DATA IN THIS EXERCISE:
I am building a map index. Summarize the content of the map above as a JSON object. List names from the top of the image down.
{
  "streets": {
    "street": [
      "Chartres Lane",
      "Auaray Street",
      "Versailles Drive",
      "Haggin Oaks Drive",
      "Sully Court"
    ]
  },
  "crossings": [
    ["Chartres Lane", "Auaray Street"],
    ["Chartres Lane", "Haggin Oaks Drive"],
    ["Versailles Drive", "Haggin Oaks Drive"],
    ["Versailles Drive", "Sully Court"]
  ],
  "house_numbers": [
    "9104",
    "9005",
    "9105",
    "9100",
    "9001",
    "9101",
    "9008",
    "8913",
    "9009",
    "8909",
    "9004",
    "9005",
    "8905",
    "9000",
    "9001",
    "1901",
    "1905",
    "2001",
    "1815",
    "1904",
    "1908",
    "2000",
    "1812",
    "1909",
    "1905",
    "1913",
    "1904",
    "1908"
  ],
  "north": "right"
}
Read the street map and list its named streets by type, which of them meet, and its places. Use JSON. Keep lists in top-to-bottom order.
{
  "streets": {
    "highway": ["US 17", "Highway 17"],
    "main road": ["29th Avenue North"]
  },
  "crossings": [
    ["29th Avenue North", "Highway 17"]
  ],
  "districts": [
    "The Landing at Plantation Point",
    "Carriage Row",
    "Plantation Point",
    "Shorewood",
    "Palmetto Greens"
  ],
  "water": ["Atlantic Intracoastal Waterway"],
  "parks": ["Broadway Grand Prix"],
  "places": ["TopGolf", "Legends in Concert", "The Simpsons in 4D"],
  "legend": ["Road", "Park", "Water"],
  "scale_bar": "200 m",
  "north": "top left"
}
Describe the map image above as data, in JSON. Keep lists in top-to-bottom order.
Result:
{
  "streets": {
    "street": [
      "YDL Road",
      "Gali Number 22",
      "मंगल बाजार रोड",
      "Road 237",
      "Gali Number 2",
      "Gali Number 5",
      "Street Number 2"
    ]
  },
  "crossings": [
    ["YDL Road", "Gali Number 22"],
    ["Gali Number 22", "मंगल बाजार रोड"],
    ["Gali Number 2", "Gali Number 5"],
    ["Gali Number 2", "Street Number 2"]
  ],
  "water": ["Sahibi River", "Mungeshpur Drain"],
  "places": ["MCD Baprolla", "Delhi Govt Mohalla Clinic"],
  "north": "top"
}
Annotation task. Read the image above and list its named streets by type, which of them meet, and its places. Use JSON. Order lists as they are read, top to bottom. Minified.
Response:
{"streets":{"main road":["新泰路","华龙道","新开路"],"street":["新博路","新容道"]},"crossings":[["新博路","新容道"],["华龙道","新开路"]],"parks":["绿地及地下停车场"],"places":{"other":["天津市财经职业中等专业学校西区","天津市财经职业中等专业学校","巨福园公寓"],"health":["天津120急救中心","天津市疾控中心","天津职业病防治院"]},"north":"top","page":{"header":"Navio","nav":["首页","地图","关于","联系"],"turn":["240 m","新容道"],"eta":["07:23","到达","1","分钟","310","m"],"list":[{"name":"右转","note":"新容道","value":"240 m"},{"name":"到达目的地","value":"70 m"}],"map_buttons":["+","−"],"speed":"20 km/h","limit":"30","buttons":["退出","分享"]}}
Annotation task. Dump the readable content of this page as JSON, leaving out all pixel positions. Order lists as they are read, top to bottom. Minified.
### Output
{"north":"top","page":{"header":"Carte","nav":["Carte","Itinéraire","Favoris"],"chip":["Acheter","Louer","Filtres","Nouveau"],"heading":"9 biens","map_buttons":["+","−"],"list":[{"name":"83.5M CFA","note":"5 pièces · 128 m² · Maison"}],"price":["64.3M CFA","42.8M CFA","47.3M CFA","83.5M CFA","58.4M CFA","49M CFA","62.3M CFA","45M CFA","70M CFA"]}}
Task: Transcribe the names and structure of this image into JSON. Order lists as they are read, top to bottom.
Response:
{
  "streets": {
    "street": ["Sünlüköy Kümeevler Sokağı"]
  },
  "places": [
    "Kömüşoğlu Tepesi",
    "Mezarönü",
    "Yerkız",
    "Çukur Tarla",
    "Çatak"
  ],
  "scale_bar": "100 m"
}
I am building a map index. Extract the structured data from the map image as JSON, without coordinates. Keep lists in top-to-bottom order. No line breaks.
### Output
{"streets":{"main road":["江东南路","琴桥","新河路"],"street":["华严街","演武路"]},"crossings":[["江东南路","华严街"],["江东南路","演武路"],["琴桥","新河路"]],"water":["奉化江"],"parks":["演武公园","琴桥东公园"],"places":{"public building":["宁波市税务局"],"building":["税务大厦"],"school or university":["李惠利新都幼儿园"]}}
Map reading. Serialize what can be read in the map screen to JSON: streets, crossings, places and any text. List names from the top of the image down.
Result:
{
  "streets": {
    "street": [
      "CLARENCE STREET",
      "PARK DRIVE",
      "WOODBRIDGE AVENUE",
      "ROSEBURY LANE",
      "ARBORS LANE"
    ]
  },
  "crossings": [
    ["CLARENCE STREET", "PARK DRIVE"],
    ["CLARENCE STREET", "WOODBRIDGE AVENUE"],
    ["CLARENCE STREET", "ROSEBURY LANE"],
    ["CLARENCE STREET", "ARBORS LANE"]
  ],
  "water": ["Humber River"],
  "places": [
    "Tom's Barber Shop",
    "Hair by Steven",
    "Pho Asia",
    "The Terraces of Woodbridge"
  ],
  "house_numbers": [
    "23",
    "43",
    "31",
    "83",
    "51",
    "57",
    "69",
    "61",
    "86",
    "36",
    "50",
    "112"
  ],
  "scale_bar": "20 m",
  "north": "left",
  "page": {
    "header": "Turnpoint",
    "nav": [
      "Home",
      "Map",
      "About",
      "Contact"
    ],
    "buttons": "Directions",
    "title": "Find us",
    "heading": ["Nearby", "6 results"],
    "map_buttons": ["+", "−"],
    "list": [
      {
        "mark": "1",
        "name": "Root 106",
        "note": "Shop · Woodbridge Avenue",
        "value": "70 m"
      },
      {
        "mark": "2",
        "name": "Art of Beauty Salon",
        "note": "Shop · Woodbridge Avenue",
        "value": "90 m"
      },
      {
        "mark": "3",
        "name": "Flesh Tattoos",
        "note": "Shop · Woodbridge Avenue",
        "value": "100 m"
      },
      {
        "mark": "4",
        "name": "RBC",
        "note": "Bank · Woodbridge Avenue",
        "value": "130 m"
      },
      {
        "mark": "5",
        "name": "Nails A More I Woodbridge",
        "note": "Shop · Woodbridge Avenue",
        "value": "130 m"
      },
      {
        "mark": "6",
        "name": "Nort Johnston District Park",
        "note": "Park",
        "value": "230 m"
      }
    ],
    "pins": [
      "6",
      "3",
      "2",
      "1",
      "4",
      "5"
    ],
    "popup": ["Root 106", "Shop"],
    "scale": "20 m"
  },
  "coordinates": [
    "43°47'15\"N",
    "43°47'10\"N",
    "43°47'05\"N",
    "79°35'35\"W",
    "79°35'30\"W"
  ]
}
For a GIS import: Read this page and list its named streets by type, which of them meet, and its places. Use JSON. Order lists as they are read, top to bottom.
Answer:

EXERCISE GOAL: Repeat exactly the lines of the listing above, from the one with "Annotation task. Dump" down to the one with "Map reading. Serialize"; both of those lines belong in the range.

RESULT FOR THIS TASK:
Annotation task. Dump the readable content of this page as JSON, leaving out all pixel positions. Order lists as they are read, top to bottom. Minified.
### Output
{"north":"top","page":{"header":"Carte","nav":["Carte","Itinéraire","Favoris"],"chip":["Acheter","Louer","Filtres","Nouveau"],"heading":"9 biens","map_buttons":["+","−"],"list":[{"name":"83.5M CFA","note":"5 pièces · 128 m² · Maison"}],"price":["64.3M CFA","42.8M CFA","47.3M CFA","83.5M CFA","58.4M CFA","49M CFA","62.3M CFA","45M CFA","70M CFA"]}}
Task: Transcribe the names and structure of this image into JSON. Order lists as they are read, top to bottom.
Response:
{
  "streets": {
    "street": ["Sünlüköy Kümeevler Sokağı"]
  },
  "places": [
    "Kömüşoğlu Tepesi",
    "Mezarönü",
    "Yerkız",
    "Çukur Tarla",
    "Çatak"
  ],
  "scale_bar": "100 m"
}
I am building a map index. Extract the structured data from the map image as JSON, without coordinates. Keep lists in top-to-bottom order. No line breaks.
### Output
{"streets":{"main road":["江东南路","琴桥","新河路"],"street":["华严街","演武路"]},"crossings":[["江东南路","华严街"],["江东南路","演武路"],["琴桥","新河路"]],"water":["奉化江"],"parks":["演武公园","琴桥东公园"],"places":{"public building":["宁波市税务局"],"building":["税务大厦"],"school or university":["李惠利新都幼儿园"]}}
Map reading. Serialize what can be read in the map screen to JSON: streets, crossings, places and any text. List names from the top of the image down.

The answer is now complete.